Sodankylä Forever is both a personal document and a diary created by the director of one festival, myself, yet hopefully it is also a reflection about film festivals in general: what are they all about? The Midnight Sun Film Festival was created 25 years ago by three directors – Aki and Mika Kaurismäki, Anssi Mänttäri – who invented the astounding idea of holding a film festival literally nowhere – in a small village called Sodankylä, 120 kilo- meters north of the Arctic Circle in Finnish Lapland. One key element was there from the beginning: a two-hour morning discussion between me and each of the principal guest filmmakers, without interference from the audience or the press. That meant a certain concentration and an important duration in contrast to the hectic and faked entertainment pace of many other festivals. Some have claimed that the morning discussions were sometimes like psychoanalytical sessions.

All of these discussions were filmed, and so the idea of a montage came early. Yet nothing happened for years as I just didn’t know how to do it. The solution was to abandon all chronology and to construct some kind of heavenly dialogue (given that so many of those filmed are not with us any more) between the guests throughout the history of the festival, between the light of film (as Aki Kaurismäki says, film is light, digital is electronics) and nature, magically present in mid-June, when films are presented all day and all night, and spectators face the sun whenever they come out of the cinema, even at three in the morning.

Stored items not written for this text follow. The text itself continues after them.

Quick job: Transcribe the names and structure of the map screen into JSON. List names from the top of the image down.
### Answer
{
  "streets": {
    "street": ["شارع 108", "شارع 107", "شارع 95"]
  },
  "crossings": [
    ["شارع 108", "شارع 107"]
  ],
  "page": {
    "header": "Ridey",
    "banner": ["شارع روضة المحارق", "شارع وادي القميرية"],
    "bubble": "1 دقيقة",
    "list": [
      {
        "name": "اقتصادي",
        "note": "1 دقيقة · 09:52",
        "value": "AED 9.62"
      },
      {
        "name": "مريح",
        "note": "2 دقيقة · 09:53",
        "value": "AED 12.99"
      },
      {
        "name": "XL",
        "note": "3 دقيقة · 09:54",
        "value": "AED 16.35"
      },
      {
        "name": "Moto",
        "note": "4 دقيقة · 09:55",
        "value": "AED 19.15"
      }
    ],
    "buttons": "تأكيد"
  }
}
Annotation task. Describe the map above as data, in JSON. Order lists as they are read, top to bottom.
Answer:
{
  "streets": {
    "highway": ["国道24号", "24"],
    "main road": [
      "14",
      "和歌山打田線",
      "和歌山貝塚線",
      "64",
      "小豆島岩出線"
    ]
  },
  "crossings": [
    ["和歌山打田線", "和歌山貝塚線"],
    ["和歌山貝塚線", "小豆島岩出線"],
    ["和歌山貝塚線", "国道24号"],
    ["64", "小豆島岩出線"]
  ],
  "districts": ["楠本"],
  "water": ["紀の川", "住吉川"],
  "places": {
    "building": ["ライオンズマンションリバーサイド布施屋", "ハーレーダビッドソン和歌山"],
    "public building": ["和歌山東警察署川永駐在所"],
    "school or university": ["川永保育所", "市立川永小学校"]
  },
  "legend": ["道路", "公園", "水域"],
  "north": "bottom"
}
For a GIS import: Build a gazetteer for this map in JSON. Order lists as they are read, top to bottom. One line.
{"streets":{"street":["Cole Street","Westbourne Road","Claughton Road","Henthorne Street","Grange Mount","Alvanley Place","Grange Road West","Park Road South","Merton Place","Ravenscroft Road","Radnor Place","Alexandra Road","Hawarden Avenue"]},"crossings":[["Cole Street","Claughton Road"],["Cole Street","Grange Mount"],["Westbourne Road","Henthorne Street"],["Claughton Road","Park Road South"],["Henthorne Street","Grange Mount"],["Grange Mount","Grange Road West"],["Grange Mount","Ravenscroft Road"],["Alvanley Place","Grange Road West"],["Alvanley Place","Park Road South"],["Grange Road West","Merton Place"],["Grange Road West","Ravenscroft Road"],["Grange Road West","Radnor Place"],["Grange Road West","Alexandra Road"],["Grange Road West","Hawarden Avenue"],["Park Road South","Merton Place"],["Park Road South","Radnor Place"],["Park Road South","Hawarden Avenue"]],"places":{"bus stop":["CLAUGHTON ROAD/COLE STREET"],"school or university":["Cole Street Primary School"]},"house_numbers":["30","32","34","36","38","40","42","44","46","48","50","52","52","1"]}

I hardly understood the dimensions of the task before the long work of editing commenced (resulting in four separate films, four and a half hours in all) and when the “wisdom of montage” started its independent dictation: the festival as a network of emotions, secret connections, words and communications that are not only about the moment but are also charged with history, connected by the solidarity among filmmakers, reflecting the beauty and seriousness of the profession that I respect more than ever now. The directors, arguably the greatest concentration of filmmakers’ voices in one movie, appear as humans and artists who don’t talk about the usual film festival trivialities. They are artist-citizens, whose personal histories contribute to a great and unique emotional synthesis: between film, the presence of filmmakers and the attentive audience – indicating what a miracle a film festival can be.